What is Cyberstalking?
What is stalking?
"Stalking" refers to the deliberate, frequently recurring and persistent persecution and harassment of another person over a long period of time. Contact is made against the person's will. Those affected are harassed and persecuted, threatened, coerced or even blackmailed.
Cyberstalking is stalking through emails, posts and messages via messengers and chat services, or other social and digital media. Nowadays, almost every case of stalking involves such digital assaults.
Forms of cyberstalking include:
- Constantly contacting you on social media, e.g. Facebook or WhatsApp;
- Spying on the smartphone or computer with spyware;
- Checking status messages, and photo uploads etc. of friends of the person affected to gather information;
- Using social media to expose the person concerned to others;
- Defamation on the internet, at work and in the social environment;
- Collecting and publishing private information about a person against their will (e.g. posting private email addresses, private photos, etc.);
- Identity theft (e.g. stealing social media accounts to post content through this account);
- Planting location trackers, e.g. AirTags;
- Secretly installing cameras or microphones.
You are not to blame for what has happened to you.
Other people may not necessarily understand how you are feeling, and may advise you to stop using the internet.

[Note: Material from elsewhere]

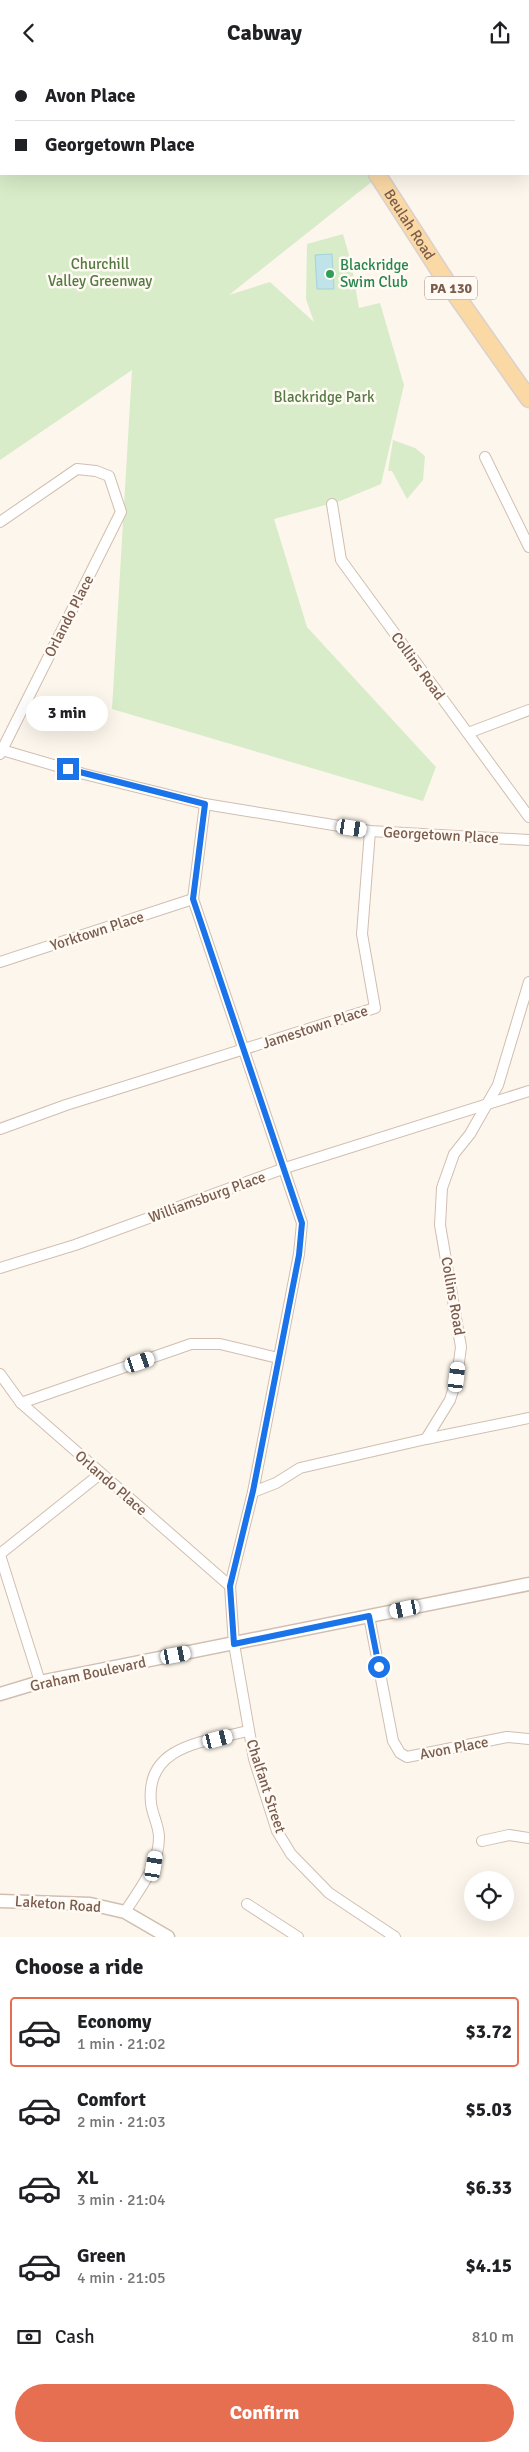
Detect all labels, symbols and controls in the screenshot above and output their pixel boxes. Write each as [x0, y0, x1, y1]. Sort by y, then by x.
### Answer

But that cannot be the solution. You have just as much right to use the internet and digital media as anyone else. Talk to people you trust, or contact a counselling centre in your area.
Stalking as a form of violence in relationships with (ex-)partners
Partners or ex-partners are often the ones who send messages, spy on phones or use social media to collect information about you, or expose you to others.
Technical tools are used to maintain control and power, especially during or after break-ups.

Even if your partner thinks they only mean well and have the right to do so, any behaviour that restricts you, makes you feel bad and causes you to withdraw increasingly from friends and family is violent!
Regardless of your relationship with the perpetrator, it is usually about exerting control and pressure. Violent behaviour and surveillance always have the aim of exercising power.